Gas Marts or “mini-markets” are operated by three fuel companies: PETROBRAS, from Brazil, operates 89 marts called ESPACIO1.  COPEC, from Chile, operates 79 PRONTO locations. SHELL, Anglo-Dutch, operates two lines of stores: SELECT, with 46 locations and UPA! with 49 locations. Wholesale markets have been on the rise totaling 146 locations:  MAYORISTA 10 operates in eight regions with 64 locations. ALVI operates in nine regions with 29 locations. LA OFERTA has 12 locations, and Wal-Mart operates two different store brands. CENTRAL MAYORISTA has 4 locations. ACUENTA has 37 locations.

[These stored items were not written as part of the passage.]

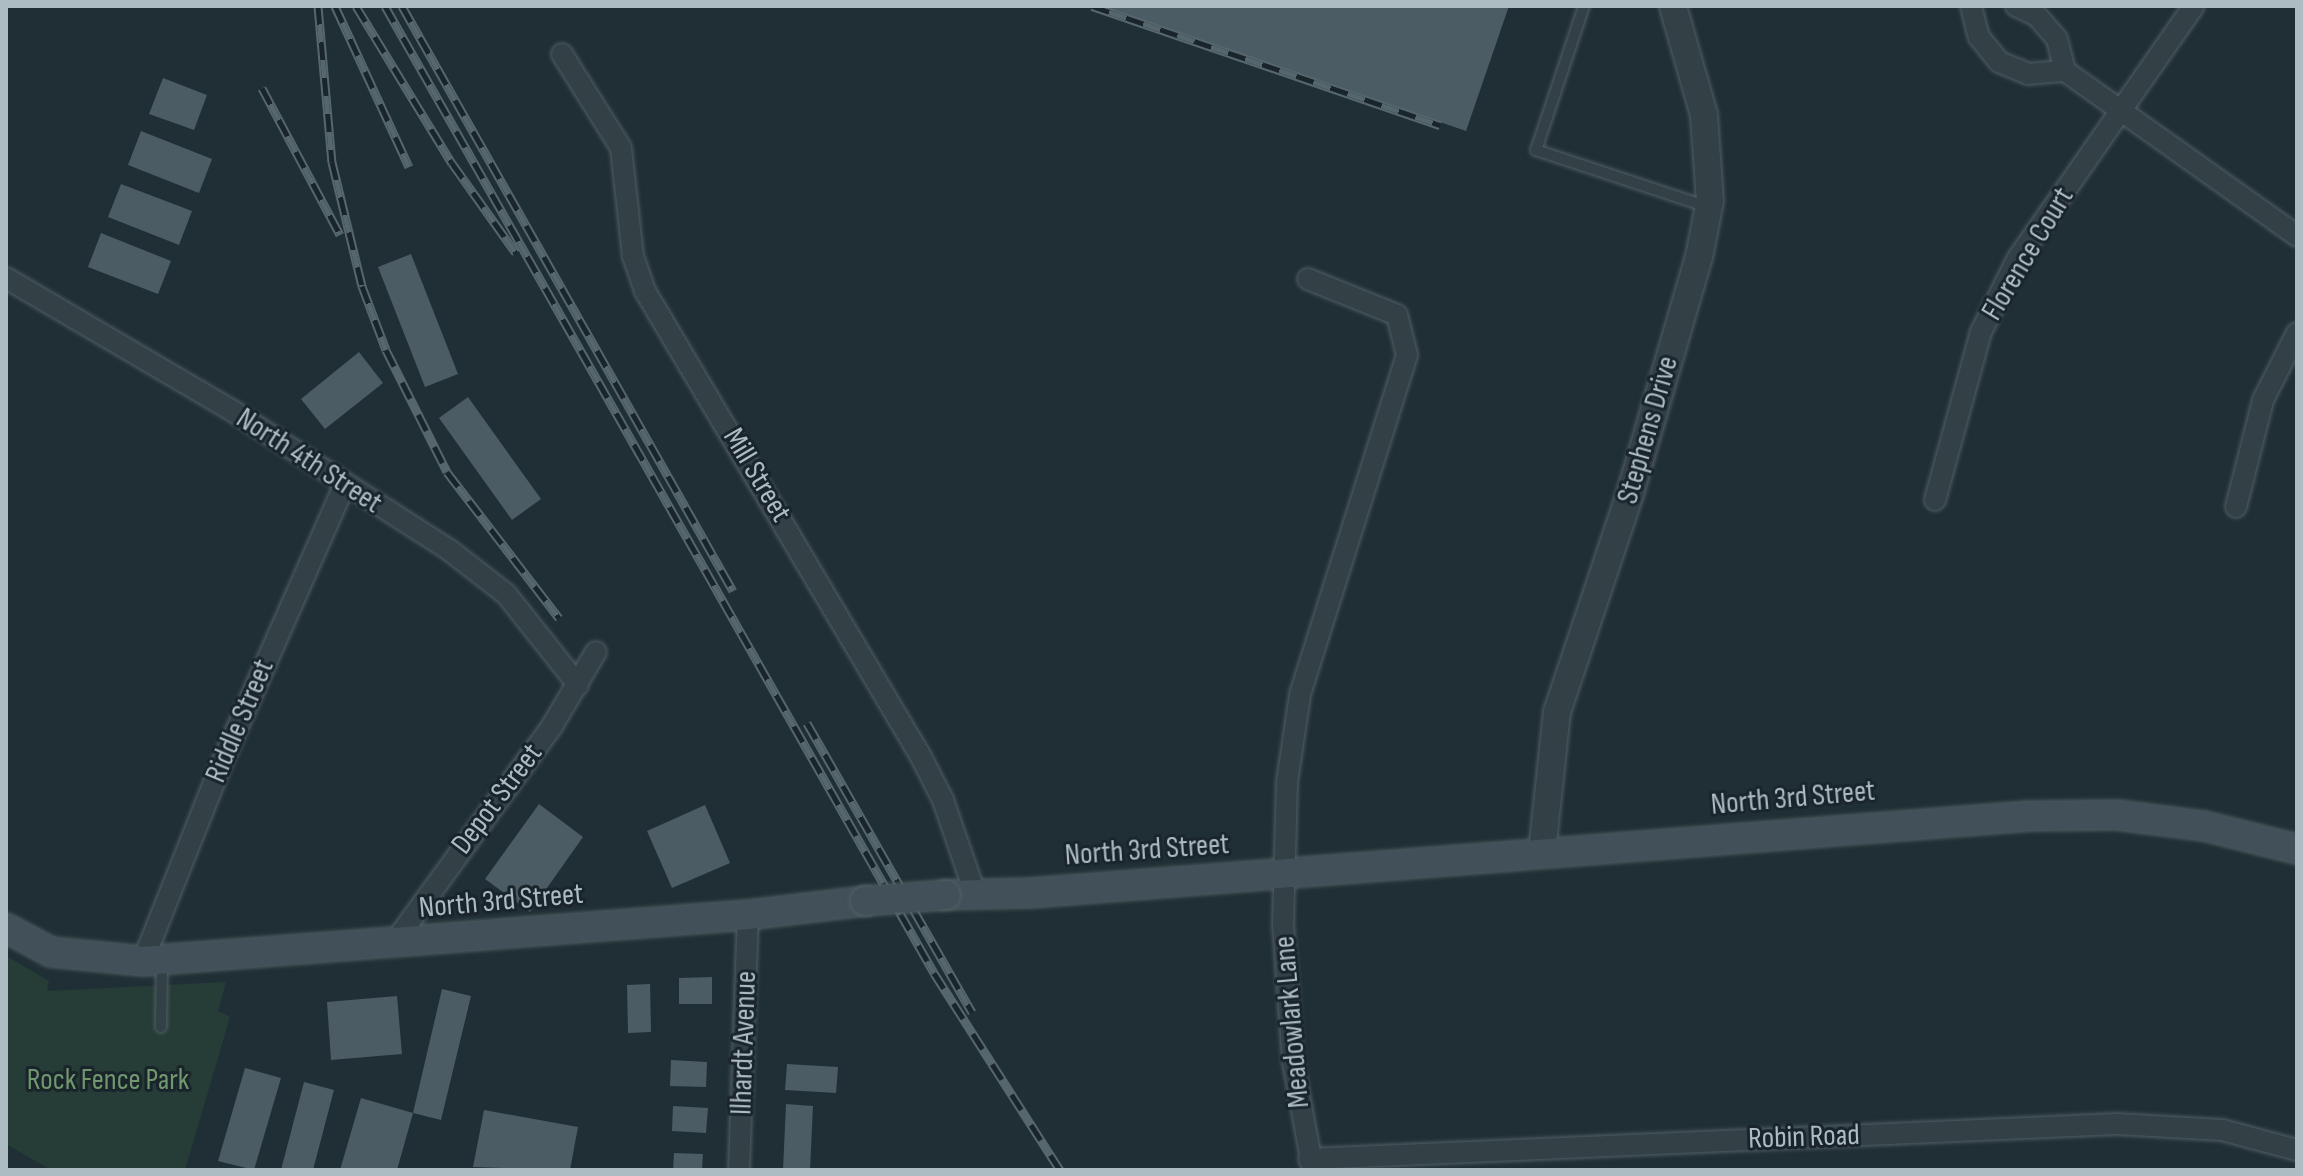 <!DOCTYPE html>
<html>
<head>
<meta charset="utf-8">
<style>
	body { margin:0 }
	#map { position:relative; width:2303px; height:1176px; overflow:hidden; background:#202f35; font-family:"Sofia Sans Condensed",sans-serif }
	div>[style] { position:absolute }
	[style*='--x'] { left:calc(var(--x)*1px); top:calc(var(--y)*1px); width:calc(var(--w)*1px); rotate:calc(var(--a)*1deg) }
	.green>* { inset:0; background:#263c36 }
	.building>* { inset:0; background:#4b5c64 }
	.roads { filter:drop-shadow(0 0 2px #515e64) drop-shadow(0 0 2px #515e64) }
	.service>* { height:10px; margin:-5px; padding:0 5px; transform-origin:5px; border-radius:5px; background:#334046 }
	.minor>* { height:20px; margin:-10px; padding:0 10px; transform-origin:10px; border-radius:10px; background:#334046 }
	.tertiary>* { height:26px; margin:-13px; padding:0 13px; transform-origin:13px; border-radius:13px; background:#334046 }
	.secondary>* { height:28px; margin:-14px; padding:0 14px; transform-origin:14px; border-radius:14px; background:#425159 }
	.rail>* { height:9px; margin-top:-4.5px; transform-origin:0; background:repeating-linear-gradient(90deg,#19252a 0 18px,#55666d 0 36px); box-sizing:border-box; border-block:2px solid #55666d }
	.bridges { filter:drop-shadow(0 0 2px #515e64) drop-shadow(0 0 2px #515e64) }
	.secondary-bridge>* { height:28px; margin:-14px; padding:0 14px; transform-origin:14px; border-radius:14px; background:#425159 }
	span { translate:-50% -50%; white-space:nowrap; text-align:center; line-height:1.15; -webkit-text-stroke:6px #19252a; paint-order:stroke }
	.street-label { font-size:30px; color:#adbcc3 }
	.park-label { font-size:30px; color:#70976e }
	.frame { position:absolute; inset:0; border:8px solid #adbcc3; pointer-events:none }
</style>
</head>
<body>
<div id="map">
	<div class="green">
		<div style="clip-path:polygon(6px 956px,49px 981px,47px 991px,226px 982px,218px 1011px,230px 1017px,185px 1170px,51px 1170px,6px 1144px)"></div>
	</div>
	<div class="building">
		<div style="clip-path:polygon(1103px 6px,1509px 6px,1466px 131px)"></div>
		<div style="clip-path:polygon(163px 78px,207px 95px,194px 130px,149px 114px)"></div>
		<div style="clip-path:polygon(141px 131px,212px 159px,199px 193px,128px 165px)"></div>
		<div style="clip-path:polygon(121px 184px,192px 211px,179px 245px,108px 217px)"></div>
		<div style="clip-path:polygon(101px 233px,171px 261px,158px 294px,88px 267px)"></div>
		<div style="clip-path:polygon(411px 254px,458px 374px,425px 387px,378px 267px)"></div>
		<div style="clip-path:polygon(359px 352px,383px 383px,325px 429px,301px 399px)"></div>
		<div style="clip-path:polygon(468px 397px,541px 499px,512px 520px,439px 418px)"></div>
		<div style="clip-path:polygon(539px 804px,583px 837px,530px 912px,485px 879px)"></div>
		<div style="clip-path:polygon(705px 805px,730px 863px,672px 888px,647px 831px)"></div>
		<div style="clip-path:polygon(712px 977px,712px 1004px,679px 1004px,679px 978px)"></div>
		<div style="clip-path:polygon(650px 984px,651px 1032px,628px 1033px,627px 985px)"></div>
		<div style="clip-path:polygon(442px 989px,471px 996px,441px 1120px,413px 1113px)"></div>
		<div style="clip-path:polygon(397px 996px,402px 1054px,331px 1060px,327px 1002px)"></div>
		<div style="clip-path:polygon(671px 1060px,707px 1062px,706px 1087px,670px 1086px)"></div>
		<div style="clip-path:polygon(787px 1064px,838px 1067px,836px 1093px,785px 1090px)"></div>
		<div style="clip-path:polygon(245px 1068px,281px 1078px,254px 1170px,218px 1161px)"></div>
		<div style="clip-path:polygon(304px 1082px,334px 1090px,313px 1170px,281px 1170px)"></div>
		<div style="clip-path:polygon(361px 1098px,413px 1113px,397px 1170px,340px 1170px)"></div>
		<div style="clip-path:polygon(786px 1104px,813px 1106px,810px 1170px,783px 1170px)"></div>
		<div style="clip-path:polygon(673px 1106px,708px 1108px,706px 1133px,672px 1131px)"></div>
		<div style="clip-path:polygon(484px 1110px,578px 1127px,570px 1170px,473px 1167px)"></div>
		<div style="clip-path:polygon(674px 1153px,703px 1154px,702px 1170px,673px 1170px)"></div>
	</div>
	<div class="roads">
		<div class="service">
			<div style="--x:1584;--y:6;--w:152;--a:108.4"></div>
			<div style="--x:1536;--y:150;--w:181;--a:18.3"></div>
			<div style="--x:161;--y:1027;--w:65;--a:-89.1"></div>
		</div>
		<div class="minor">
			<div style="--x:1971;--y:6;--w:32;--a:76"></div>
			<div style="--x:1979;--y:37;--w:32;--a:51"></div>
			<div style="--x:1999;--y:62;--w:31;--a:22"></div>
			<div style="--x:2028;--y:74;--w:37;--a:-5"></div>
			<div style="--x:2016;--y:6;--w:23;--a:25"></div>
			<div style="--x:2037;--y:16;--w:30;--a:49"></div>
			<div style="--x:2057;--y:39;--w:33;--a:76"></div>
			<div style="--x:562;--y:54;--w:111;--a:57.9"></div>
			<div style="--x:621;--y:148;--w:109;--a:83.7"></div>
			<div style="--x:633;--y:256;--w:37;--a:71"></div>
			<div style="--x:645;--y:291;--w:539;--a:59.35"></div>
			<div style="--x:920;--y:755;--w:51;--a:62.9"></div>
			<div style="--x:943;--y:800;--w:98;--a:71"></div>
			<div style="--x:2065;--y:71;--w:285;--a:35.4"></div>
			<div style="--x:6;--y:278;--w:267;--a:30.4"></div>
			<div style="--x:236;--y:413;--w:252;--a:32.7"></div>
			<div style="--x:448;--y:549;--w:73;--a:37.8"></div>
			<div style="--x:506;--y:594;--w:116;--a:51.6"></div>
			<div style="--x:1308;--y:279;--w:96;--a:22"></div>
			<div style="--x:1397;--y:315;--w:41;--a:76"></div>
			<div style="--x:1407;--y:355;--w:356;--a:107.5"></div>
			<div style="--x:1300;--y:695;--w:88;--a:98.5"></div>
			<div style="--x:1287;--y:782;--w:141;--a:91.6"></div>
			<div style="--x:1283;--y:923;--w:139;--a:85.9"></div>
			<div style="--x:1293;--y:1062;--w:110;--a:79.5"></div>
			<div style="--x:1935;--y:500;--w:174;--a:-74.7"></div>
			<div style="--x:1981;--y:332;--w:83;--a:-63.4"></div>
			<div style="--x:2018;--y:258;--w:307;--a:-55.1"></div>
			<div style="--x:2236;--y:507;--w:110;--a:-75.8"></div>
			<div style="--x:2263;--y:400;--w:75;--a:-63.1"></div>
			<div style="--x:394;--y:943;--w:268;--a:-53.9"></div>
			<div style="--x:552;--y:726;--w:86;--a:-59.3"></div>
			<div style="--x:143;--y:961;--w:211;--a:-68.3"></div>
			<div style="--x:221;--y:765;--w:307;--a:-66.2"></div>
			<div style="--x:1309;--y:1159;--w:809;--a:-2.48"></div>
			<div style="--x:2117;--y:1124;--w:105;--a:3.3"></div>
			<div style="--x:2222;--y:1130;--w:78;--a:14.9"></div>
			<div style="--x:739;--y:1170;--w:255;--a:-88"></div>
		</div>
		<div class="tertiary">
			<div style="--x:1542;--y:852;--w:141;--a:-83.9"></div>
			<div style="--x:1557;--y:712;--w:230;--a:-71.5"></div>
			<div style="--x:1630;--y:494;--w:247;--a:-73.8"></div>
			<div style="--x:1699;--y:257;--w:57;--a:-78.9"></div>
			<div style="--x:1710;--y:201;--w:86;--a:-94"></div>
			<div style="--x:1704;--y:115;--w:113;--a:-105.9"></div>
		</div>
		<div class="secondary">
			<div style="--x:946;--y:895;--w:84;--a:-1.4"></div>
			<div style="--x:1030;--y:893;--w:1003;--a:-4.4"></div>
			<div style="--x:2030;--y:816;--w:87;--a:-0.7"></div>
			<div style="--x:2117;--y:815;--w:88;--a:7.2"></div>
			<div style="--x:2204;--y:826;--w:96;--a:13.9"></div>
			<div style="--x:6;--y:928;--w:51;--a:28.1"></div>
			<div style="--x:51;--y:952;--w:92;--a:5.6"></div>
			<div style="--x:143;--y:961;--w:607;--a:-4.35"></div>
			<div style="--x:748;--y:915;--w:118;--a:-6.8"></div>
		</div>
	</div>
	<div class="rail">
		<div style="--x:318;--y:6;--w:157;--a:84.9"></div>
		<div style="--x:332;--y:162;--w:128;--a:76.4"></div>
		<div style="--x:362;--y:286;--w:68;--a:69.4"></div>
		<div style="--x:386;--y:350;--w:136;--a:63.4"></div>
		<div style="--x:447;--y:472;--w:184;--a:52.5"></div>
		<div style="--x:335;--y:6;--w:177;--a:65.3"></div>
		<div style="--x:356;--y:6;--w:184;--a:58.6"></div>
		<div style="--x:452;--y:163;--w:110;--a:54.6"></div>
		<div style="--x:385;--y:6;--w:1112;--a:60.41"></div>
		<div style="--x:934;--y:973;--w:234;--a:57.4"></div>
		<div style="--x:402;--y:6;--w:672;--a:60.5"></div>
		<div style="--x:1092;--y:6;--w:368;--a:18.9"></div>
		<div style="--x:262;--y:88;--w:166;--a:62"></div>
		<div style="--x:807;--y:723;--w:333;--a:60.3"></div>
	</div>
	<div class="bridges">
		<div class="secondary-bridge">
			<div style="--x:865;--y:901;--w:81;--a:-4.2"></div>
		</div>
	</div>
	<div class="street-label">
		<span style="left:2028px;top:254px;rotate:-59deg">Florence Court</span>
		<span style="left:1648px;top:430px;rotate:-74deg">Stephens Drive</span>
		<span style="left:309px;top:461px;rotate:33deg">North 4th Street</span>
		<span style="left:757px;top:475px;rotate:59deg">Mill Street</span>
		<span style="left:240px;top:721px;rotate:-67deg">Riddle Street</span>
		<span style="left:1793px;top:798px;rotate:-5deg">North 3rd Street</span>
		<span style="left:497px;top:799px;rotate:-53deg">Depot Street</span>
		<span style="left:1147px;top:850px;rotate:-4deg">North 3rd Street</span>
		<span style="left:501px;top:901px;rotate:-5deg">North 3rd Street</span>
		<span style="left:1292px;top:1022px;rotate:-95deg">Meadowlark Lane</span>
		<span style="left:744px;top:1043px;rotate:-88deg">Ilhardt Avenue</span>
		<span style="left:1804px;top:1137px;rotate:-2deg">Robin Road</span>
	</div>
	<div class="park-label">
		<span style="left:108px;top:1080px">Rock Fence Park</span>
	</div>
	<div class="frame"></div>
</div>
</body>
</html>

Post advises there are three main players in the importation side: Wholesalers and producers import large quantities to distribute to smaller independent stores. i.e. Dairy product manufacturers import dry milk to package and distribute. Large supermarket chains import directly from foreign producers and also own most of the wholesale supermarkets which then redistribute to smaller stores as well. They operate large distribution centers that supply the entire country. Distributors that supply gas stations for their countrywide operations on the gas marts. Most of the independent stores get their products at a discount price from wholesalers. They act as an intermediary, as the smaller stores are not able to import entire containers or do not have the logistic capacity to do so.

Post advises the following steps highlight the main points that need to be taken into consideration when attempting an entry into the Chilean retail food market.

Market Analysis: There is a wide variety of food products in Chile’s retail sector, due to the market openness. Thus, the U.S. exporter must be clear as to what role the product will have in the market and how will it be positioned in relation to other competitors.  Supermarkets have limited shelve space and usually different brands are available. Supermarkets will assess if their new product margin is attractive in comparison to other brands, which is mainly a cost-benefit decision.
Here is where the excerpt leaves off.